## Assignment
Filter the listing below, please, and copy only the lines with the word "rotate".

## Exercise material
————————
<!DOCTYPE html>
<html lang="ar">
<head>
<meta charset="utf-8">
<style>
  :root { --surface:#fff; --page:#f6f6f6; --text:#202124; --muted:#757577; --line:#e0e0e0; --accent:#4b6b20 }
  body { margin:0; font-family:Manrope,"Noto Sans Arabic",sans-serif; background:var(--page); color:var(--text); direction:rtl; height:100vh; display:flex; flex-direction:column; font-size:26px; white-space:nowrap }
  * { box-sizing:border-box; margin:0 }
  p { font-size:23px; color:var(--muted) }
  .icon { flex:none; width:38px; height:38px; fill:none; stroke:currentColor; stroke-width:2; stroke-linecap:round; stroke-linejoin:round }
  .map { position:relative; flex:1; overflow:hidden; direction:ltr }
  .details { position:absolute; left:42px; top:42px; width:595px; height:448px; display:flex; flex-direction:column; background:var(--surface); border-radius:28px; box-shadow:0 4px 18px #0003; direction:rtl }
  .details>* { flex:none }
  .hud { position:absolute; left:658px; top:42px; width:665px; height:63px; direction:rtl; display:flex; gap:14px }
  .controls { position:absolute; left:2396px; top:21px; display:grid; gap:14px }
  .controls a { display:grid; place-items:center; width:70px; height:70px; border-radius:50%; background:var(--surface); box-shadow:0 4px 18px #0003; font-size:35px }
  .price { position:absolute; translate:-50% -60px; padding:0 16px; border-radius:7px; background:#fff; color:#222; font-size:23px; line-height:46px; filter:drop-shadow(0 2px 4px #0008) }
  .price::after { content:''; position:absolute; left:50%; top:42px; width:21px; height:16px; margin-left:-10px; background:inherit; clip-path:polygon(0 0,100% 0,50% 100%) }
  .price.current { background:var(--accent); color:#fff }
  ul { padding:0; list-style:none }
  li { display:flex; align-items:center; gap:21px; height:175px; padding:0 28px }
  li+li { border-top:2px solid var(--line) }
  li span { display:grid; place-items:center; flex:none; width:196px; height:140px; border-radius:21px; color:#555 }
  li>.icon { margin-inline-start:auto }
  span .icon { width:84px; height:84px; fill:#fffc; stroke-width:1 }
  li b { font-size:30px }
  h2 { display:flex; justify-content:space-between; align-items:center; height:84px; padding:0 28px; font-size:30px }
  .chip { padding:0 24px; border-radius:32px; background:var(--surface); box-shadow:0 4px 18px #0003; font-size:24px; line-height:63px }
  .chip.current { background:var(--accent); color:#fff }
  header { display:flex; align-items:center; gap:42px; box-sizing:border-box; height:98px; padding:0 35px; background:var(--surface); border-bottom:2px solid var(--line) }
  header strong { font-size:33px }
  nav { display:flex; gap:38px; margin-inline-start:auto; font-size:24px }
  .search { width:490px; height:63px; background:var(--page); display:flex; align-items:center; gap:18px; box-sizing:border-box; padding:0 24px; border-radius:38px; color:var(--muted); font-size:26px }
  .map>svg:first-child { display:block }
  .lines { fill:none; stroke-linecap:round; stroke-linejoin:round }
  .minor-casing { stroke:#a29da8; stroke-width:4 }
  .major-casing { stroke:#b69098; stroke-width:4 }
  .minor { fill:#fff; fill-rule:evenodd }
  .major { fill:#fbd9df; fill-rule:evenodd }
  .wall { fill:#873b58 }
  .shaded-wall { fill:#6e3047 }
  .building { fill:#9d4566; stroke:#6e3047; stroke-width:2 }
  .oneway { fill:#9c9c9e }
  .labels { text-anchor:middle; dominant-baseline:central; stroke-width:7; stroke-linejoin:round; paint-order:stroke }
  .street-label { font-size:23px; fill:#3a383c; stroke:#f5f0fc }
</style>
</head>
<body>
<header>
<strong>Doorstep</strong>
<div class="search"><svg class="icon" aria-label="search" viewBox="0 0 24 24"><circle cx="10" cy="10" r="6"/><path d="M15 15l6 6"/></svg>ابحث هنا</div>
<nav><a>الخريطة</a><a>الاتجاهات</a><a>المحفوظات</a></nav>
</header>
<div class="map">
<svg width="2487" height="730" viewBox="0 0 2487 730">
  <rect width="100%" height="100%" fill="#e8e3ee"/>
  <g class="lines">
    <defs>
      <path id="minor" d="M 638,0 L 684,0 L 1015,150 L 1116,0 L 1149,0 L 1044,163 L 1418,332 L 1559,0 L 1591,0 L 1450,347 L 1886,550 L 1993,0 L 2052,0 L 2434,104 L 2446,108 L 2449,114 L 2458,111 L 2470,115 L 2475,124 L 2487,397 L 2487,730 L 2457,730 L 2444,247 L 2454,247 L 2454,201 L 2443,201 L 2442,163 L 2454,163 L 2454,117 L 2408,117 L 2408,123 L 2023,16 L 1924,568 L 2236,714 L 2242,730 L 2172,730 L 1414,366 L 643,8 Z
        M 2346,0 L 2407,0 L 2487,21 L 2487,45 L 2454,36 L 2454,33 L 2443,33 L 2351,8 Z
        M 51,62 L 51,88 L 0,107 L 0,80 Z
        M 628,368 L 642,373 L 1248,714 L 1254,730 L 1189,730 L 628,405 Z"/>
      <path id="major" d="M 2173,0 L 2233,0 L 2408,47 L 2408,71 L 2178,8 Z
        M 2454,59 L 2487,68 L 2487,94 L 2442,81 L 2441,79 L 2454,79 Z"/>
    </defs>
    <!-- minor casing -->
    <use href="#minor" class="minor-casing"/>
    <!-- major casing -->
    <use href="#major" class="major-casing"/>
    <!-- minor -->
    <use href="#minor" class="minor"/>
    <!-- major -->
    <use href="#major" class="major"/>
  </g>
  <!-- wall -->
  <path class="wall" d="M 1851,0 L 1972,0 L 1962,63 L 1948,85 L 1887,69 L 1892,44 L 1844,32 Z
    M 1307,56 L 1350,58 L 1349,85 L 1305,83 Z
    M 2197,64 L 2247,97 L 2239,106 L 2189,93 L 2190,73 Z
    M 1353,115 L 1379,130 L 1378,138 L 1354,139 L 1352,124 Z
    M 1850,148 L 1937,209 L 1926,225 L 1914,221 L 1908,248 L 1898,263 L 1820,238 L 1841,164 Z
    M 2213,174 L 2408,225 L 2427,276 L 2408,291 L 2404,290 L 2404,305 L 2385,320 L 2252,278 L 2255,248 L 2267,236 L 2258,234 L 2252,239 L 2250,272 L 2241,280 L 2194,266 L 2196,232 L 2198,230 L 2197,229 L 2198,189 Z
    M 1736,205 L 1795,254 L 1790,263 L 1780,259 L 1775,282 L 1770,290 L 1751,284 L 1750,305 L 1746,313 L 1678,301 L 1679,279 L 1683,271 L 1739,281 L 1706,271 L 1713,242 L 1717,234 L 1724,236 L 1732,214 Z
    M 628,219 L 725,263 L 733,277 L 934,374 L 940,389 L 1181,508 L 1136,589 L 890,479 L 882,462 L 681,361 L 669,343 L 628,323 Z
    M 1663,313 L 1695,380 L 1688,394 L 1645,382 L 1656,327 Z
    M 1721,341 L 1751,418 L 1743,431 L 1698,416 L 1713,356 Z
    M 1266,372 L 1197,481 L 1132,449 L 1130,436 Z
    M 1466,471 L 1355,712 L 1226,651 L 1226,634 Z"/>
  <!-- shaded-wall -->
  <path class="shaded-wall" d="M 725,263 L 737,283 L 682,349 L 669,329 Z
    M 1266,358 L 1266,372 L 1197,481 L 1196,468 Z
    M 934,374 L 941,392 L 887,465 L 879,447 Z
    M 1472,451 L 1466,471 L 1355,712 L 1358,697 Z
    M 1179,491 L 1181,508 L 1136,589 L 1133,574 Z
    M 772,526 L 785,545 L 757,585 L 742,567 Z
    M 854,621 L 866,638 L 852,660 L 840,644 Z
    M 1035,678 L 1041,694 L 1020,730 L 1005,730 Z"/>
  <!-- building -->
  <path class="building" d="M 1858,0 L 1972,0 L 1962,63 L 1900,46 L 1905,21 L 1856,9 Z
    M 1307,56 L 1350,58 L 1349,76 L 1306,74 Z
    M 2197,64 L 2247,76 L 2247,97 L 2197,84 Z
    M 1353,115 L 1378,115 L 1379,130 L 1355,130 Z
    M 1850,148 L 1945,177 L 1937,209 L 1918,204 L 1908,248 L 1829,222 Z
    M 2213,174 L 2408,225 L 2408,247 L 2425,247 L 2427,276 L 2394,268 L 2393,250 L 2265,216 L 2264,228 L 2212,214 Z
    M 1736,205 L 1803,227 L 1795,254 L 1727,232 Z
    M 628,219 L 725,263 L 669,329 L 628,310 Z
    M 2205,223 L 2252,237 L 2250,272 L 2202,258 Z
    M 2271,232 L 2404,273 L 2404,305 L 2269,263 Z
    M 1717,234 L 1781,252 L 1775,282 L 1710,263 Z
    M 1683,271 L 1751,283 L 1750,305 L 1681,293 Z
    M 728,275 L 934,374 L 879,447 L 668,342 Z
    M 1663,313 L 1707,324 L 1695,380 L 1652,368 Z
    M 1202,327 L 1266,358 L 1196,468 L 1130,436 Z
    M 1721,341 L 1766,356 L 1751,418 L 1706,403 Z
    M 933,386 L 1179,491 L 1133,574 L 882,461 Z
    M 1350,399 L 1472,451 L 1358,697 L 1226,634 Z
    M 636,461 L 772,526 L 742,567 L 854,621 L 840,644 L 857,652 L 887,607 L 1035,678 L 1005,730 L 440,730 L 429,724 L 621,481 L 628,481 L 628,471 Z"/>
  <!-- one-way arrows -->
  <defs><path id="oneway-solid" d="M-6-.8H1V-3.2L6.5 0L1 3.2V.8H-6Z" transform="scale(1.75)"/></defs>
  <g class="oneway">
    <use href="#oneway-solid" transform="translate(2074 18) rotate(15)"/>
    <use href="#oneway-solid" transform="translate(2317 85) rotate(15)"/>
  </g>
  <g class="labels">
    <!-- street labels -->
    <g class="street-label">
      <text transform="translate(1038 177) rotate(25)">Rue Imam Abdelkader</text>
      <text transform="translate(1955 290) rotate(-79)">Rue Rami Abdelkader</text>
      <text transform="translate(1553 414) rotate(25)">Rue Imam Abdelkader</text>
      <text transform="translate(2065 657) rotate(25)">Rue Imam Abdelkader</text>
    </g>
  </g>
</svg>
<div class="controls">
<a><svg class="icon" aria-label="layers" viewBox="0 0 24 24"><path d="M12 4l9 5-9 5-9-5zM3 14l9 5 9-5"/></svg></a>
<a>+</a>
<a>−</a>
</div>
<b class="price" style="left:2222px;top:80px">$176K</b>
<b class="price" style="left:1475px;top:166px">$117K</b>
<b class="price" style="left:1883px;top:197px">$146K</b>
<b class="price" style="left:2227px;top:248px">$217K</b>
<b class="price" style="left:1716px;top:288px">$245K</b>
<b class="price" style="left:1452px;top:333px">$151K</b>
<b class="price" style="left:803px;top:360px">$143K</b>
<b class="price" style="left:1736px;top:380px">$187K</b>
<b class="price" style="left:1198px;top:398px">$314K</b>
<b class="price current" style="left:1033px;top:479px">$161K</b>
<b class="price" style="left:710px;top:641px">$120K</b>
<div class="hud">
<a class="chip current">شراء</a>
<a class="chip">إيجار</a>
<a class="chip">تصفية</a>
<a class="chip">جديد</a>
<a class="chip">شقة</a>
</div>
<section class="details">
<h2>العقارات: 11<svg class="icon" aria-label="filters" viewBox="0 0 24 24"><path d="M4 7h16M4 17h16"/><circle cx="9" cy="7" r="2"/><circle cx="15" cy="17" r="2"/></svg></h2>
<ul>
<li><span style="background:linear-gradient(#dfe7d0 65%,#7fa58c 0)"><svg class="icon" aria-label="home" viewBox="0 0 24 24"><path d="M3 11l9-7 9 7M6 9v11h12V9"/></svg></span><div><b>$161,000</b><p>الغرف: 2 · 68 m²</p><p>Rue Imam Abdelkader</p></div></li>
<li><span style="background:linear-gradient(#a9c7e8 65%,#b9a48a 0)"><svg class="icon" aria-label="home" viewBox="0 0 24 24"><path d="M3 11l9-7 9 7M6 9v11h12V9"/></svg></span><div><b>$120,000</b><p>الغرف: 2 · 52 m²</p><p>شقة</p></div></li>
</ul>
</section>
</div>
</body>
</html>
————————
## Response to this task
    <use href="#oneway-solid" transform="translate(2074 18) rotate(15)"/>
    <use href="#oneway-solid" transform="translate(2317 85) rotate(15)"/>
      <text transform="translate(1038 177) rotate(25)">Rue Imam Abdelkader</text>
      <text transform="translate(1955 290) rotate(-79)">Rue Rami Abdelkader</text>
      <text transform="translate(1553 414) rotate(25)">Rue Imam Abdelkader</text>
      <text transform="translate(2065 657) rotate(25)">Rue Imam Abdelkader</text>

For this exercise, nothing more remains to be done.